И вот мы тронулись. Долго петляли по Кито, то и дело останавливаясь и подбирая народ. Оказывается, вокзал — далеко не единственное место посадки. Многие люди вообще никогда на вокзал не ходят, они «голосуют» на нескольких всем известных перекрестках — небрежно приподнимают руки, и автобусы послушно притормаживают. Такие «дополнительные» пассажиры платят чуть меньше официальной цены билетов, но все эти деньги идут, разумеется, водителю, мимо кассы. Хотя вряд ли только одному водителю — о «левых» деньгах знают буквально все, кто хоть раз прикасался к междугородному автобусу.
Целый час мы выбираемся из города. Его южная часть в несколько раз больше северной. К тому же множество поселочков плотно срослись со столицей и тянутся без конца и края. И самое удивительное — мы лезем вверх. Правда, недолго. Автобус выскакивает на прямую и широкую автостраду, в конце которой, как я теперь знаю, начинается спуск в великие долины Ла-Коста.
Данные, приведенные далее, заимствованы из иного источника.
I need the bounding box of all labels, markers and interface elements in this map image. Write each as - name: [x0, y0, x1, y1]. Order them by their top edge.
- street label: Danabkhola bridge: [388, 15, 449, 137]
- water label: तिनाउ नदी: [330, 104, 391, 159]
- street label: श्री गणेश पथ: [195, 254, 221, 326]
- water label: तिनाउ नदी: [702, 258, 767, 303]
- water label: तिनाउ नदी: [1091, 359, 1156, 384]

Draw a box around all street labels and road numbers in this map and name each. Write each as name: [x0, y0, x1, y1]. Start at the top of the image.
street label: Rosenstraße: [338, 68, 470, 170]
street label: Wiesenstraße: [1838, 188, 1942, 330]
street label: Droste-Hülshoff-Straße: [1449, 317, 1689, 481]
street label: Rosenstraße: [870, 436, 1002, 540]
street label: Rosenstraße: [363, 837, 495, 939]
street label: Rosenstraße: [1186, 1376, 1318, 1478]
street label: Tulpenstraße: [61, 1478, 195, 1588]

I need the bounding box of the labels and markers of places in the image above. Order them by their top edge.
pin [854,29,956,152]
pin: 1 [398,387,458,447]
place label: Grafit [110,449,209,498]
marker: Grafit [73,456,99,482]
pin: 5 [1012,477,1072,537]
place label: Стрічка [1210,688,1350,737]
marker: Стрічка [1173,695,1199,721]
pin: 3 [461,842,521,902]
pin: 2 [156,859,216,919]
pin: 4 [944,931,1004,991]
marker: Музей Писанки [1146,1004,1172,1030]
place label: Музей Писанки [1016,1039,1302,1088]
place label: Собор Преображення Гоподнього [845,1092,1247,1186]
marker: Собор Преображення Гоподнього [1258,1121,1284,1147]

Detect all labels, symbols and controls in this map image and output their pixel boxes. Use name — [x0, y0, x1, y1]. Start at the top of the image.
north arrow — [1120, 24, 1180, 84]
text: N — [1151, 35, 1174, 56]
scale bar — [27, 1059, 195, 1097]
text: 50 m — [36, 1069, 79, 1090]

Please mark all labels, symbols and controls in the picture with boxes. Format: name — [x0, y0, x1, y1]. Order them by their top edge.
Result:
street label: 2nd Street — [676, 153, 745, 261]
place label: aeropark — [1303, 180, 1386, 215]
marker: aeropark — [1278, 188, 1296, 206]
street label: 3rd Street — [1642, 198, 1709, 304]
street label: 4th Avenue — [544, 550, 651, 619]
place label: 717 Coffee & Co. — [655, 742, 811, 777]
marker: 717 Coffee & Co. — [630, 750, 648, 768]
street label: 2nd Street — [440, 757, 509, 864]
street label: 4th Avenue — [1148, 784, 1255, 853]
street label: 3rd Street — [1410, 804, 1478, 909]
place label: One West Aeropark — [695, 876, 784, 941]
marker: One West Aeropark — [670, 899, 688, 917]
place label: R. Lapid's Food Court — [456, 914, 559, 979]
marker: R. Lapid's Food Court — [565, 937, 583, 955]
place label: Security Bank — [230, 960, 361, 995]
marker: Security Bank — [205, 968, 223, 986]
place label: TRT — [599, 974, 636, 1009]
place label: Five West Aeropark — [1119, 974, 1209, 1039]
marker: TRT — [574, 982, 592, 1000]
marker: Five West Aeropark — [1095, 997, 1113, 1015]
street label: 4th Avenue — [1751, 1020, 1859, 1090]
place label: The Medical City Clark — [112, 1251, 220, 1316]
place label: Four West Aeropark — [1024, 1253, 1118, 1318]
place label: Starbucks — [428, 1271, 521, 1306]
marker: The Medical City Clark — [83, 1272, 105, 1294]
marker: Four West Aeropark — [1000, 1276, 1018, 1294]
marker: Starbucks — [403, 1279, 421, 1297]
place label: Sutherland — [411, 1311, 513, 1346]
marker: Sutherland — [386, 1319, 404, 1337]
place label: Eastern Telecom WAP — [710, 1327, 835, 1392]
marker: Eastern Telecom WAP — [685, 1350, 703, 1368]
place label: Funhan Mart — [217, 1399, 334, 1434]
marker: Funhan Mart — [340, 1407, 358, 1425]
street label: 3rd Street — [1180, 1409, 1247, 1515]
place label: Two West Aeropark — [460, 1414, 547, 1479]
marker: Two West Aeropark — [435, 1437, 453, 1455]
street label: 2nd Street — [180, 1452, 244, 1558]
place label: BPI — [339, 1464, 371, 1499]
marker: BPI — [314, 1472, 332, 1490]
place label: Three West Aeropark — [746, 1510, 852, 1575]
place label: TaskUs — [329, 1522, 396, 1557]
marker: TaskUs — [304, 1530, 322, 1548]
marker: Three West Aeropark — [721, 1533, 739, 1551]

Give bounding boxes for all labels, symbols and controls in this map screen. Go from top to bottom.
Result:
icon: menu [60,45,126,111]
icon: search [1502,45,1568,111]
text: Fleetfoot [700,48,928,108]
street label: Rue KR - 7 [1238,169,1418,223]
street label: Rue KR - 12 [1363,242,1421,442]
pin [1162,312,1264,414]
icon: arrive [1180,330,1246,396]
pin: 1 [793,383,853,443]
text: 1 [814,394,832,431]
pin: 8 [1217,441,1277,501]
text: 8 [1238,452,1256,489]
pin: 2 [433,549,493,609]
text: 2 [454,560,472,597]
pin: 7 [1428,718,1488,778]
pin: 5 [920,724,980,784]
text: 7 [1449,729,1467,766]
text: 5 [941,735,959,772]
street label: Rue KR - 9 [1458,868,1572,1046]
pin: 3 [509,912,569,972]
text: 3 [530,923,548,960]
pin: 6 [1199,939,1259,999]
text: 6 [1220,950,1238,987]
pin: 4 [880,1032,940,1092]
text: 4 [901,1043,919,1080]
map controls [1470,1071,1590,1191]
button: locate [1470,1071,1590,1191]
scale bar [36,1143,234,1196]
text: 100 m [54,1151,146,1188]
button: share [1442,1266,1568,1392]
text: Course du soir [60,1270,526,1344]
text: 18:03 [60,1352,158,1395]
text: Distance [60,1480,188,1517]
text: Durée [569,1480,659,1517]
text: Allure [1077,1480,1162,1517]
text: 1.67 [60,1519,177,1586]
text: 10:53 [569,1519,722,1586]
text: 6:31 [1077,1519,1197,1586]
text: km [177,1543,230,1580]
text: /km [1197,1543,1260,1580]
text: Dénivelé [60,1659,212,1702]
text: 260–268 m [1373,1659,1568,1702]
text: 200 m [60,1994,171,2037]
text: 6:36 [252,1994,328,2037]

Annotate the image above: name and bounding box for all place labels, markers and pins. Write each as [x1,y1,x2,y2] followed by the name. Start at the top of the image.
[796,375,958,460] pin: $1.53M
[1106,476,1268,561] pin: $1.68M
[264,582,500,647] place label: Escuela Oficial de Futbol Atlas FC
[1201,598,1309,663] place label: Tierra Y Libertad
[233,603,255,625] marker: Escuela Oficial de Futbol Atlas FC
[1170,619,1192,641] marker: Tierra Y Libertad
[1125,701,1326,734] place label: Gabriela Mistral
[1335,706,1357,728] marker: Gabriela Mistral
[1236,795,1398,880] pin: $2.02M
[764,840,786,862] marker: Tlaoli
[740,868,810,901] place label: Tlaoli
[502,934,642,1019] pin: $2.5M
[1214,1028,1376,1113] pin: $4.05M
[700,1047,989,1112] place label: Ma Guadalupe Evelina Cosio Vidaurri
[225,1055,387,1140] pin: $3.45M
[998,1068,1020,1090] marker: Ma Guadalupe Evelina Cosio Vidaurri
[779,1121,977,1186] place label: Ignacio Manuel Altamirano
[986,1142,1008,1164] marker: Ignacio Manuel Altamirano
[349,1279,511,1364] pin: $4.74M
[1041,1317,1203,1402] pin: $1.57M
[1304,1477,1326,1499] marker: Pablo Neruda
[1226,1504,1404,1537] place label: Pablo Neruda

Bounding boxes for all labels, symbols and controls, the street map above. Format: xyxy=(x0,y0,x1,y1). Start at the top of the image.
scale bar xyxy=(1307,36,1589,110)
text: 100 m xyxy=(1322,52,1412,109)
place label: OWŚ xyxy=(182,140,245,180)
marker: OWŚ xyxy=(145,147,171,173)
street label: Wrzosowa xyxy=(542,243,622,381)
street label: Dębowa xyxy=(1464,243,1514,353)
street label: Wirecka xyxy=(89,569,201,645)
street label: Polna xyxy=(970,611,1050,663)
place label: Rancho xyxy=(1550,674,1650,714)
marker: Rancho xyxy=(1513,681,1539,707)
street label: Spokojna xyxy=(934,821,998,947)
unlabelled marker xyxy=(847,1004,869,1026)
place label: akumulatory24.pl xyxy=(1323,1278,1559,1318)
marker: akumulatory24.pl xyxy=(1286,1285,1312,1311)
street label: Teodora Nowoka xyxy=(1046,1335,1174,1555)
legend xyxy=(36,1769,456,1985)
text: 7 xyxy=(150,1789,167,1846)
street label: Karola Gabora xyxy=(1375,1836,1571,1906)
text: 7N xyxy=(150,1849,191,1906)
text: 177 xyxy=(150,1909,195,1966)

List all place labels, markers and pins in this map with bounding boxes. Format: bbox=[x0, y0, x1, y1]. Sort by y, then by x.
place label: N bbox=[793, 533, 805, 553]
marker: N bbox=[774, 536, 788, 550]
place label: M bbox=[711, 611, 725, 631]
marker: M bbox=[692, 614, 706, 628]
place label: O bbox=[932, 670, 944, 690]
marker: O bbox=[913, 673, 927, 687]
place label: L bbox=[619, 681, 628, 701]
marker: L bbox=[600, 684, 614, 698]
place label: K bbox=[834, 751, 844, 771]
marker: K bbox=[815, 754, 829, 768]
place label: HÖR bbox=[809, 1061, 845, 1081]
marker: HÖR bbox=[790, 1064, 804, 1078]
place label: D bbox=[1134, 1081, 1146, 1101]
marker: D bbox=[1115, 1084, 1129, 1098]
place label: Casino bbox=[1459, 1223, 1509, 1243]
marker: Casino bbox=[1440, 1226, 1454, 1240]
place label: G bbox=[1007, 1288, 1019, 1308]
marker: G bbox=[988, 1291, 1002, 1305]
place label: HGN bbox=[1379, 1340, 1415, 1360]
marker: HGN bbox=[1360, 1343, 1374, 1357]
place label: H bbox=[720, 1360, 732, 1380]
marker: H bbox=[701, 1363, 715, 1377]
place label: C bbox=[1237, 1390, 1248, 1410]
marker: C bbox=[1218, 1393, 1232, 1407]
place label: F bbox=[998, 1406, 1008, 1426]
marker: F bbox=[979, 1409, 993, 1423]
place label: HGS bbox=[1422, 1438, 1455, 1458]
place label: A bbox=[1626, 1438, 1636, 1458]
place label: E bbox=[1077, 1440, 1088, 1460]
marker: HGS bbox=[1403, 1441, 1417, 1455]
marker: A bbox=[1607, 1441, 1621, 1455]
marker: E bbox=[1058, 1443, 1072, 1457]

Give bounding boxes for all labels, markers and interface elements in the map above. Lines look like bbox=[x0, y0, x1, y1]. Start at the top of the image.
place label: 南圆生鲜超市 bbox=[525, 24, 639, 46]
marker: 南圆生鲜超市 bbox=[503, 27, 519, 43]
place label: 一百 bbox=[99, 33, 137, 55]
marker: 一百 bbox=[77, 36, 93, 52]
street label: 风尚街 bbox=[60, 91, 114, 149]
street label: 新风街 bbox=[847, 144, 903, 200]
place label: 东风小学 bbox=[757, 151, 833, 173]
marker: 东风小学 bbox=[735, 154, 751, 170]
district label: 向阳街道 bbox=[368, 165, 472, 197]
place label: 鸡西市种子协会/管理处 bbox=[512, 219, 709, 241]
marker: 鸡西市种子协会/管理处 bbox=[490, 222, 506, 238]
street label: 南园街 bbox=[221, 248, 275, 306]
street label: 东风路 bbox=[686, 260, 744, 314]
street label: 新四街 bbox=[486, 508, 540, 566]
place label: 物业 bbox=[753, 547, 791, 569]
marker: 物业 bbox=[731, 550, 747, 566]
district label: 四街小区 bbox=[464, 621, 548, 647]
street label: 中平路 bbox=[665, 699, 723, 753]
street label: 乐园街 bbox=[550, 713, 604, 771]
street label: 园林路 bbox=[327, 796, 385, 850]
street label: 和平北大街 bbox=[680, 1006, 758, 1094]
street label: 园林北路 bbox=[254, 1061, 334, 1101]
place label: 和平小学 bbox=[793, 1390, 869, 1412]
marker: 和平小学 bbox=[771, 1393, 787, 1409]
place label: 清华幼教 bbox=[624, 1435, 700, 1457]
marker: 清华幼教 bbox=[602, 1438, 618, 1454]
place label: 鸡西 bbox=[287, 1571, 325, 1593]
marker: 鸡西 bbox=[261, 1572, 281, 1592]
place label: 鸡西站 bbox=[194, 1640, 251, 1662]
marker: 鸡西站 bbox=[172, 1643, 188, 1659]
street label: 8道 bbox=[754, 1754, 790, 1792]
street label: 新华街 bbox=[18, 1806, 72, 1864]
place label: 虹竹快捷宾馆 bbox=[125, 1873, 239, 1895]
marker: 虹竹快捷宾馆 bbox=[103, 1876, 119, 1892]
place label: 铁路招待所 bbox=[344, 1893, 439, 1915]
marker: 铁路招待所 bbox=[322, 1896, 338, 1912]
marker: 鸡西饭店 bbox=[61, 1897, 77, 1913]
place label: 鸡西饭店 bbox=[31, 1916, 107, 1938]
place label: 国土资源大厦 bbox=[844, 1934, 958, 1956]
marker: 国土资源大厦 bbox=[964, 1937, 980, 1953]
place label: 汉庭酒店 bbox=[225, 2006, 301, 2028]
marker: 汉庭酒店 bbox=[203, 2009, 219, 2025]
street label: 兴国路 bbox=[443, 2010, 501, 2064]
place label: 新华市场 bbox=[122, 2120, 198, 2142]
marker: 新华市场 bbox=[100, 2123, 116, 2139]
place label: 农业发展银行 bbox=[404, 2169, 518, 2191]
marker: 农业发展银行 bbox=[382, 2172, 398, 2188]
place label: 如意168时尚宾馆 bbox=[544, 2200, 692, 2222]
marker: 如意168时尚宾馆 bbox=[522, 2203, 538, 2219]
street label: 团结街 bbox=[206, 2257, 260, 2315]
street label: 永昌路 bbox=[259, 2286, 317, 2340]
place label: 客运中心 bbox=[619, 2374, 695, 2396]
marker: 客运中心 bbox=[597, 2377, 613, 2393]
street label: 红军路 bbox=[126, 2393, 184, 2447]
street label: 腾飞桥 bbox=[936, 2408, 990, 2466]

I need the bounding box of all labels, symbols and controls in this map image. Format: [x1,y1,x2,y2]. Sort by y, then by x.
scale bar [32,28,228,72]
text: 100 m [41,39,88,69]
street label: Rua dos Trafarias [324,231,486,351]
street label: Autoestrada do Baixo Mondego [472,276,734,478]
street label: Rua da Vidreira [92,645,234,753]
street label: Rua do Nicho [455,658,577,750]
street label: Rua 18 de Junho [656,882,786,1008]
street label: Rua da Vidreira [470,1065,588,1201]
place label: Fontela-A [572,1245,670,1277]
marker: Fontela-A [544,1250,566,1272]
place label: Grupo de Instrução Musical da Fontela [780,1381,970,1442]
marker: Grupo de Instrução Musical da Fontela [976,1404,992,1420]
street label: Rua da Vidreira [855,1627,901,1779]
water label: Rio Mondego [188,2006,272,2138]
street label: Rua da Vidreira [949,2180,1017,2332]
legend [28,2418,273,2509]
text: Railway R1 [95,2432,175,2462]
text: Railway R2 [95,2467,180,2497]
Нужно отдать должное эквадорским дорогам — в сравнении с российскими они идеальны. Нет ни трещин, ни выбоин, ни гармошек. Автобус плывет, скользит как по маслу, без надрыва, без вибраций, ровно и неестественно.
В Кито я узнал, что такое ремонт дороги и что такое асфальт. Ремонт — это когда срывают не только собственно асфальт, но и песочно-галечную «подушку» и перестилают все заново, с нуля. Асфальт по-китийски — это сорок сантиметров первоклассного асфальтобетона, уложенного на метр засыпки. Такая дорога служит без проблем тридцать лет, после чего ее снова полностью перестилают. Если разделить затраты на тридцать, то они минимальны, а удобства для водителей и пассажиров, наоборот, максимальны. Но и это не предел. В странах побогаче, в Малайзии например, асфальт, соответственно, потолще — не сорок, а уже шестьдесят сантиметров. На такой асфальт можно сажать самолеты средней тоннажности.
В капиталистических странах асфальтовый закон прост, как сам асфальт: чем реже ты ремонтируешь дорогу, тем больше ты на ней зарабатываешь. Ибо зарабатываешь ты либо тем, что сдаешь свою дорогу в исключительную аренду государству, либо тем, что берешь деньги с водителей. А ремонт, естественно, зачисляется в непроизводительные убытки владельца дороги. В России, как известно, все наоборот. В России дороги государственные. Это значит, что чем хуже они сделаны, чем отвратительнее их ремонтируют, чем чаще они выходят из строя, тем выгоднее, тем больше денег отгребают ремонтники. И потому все без исключения дорожные фирмы и организации России кровно заинтересованы в ужасных дорогах. И не прав был классик: плохие российские дороги — вовсе не национальная беда, а испокон века запланированный, неиссякаемый источник огромного дохода для отнюдь не дураков…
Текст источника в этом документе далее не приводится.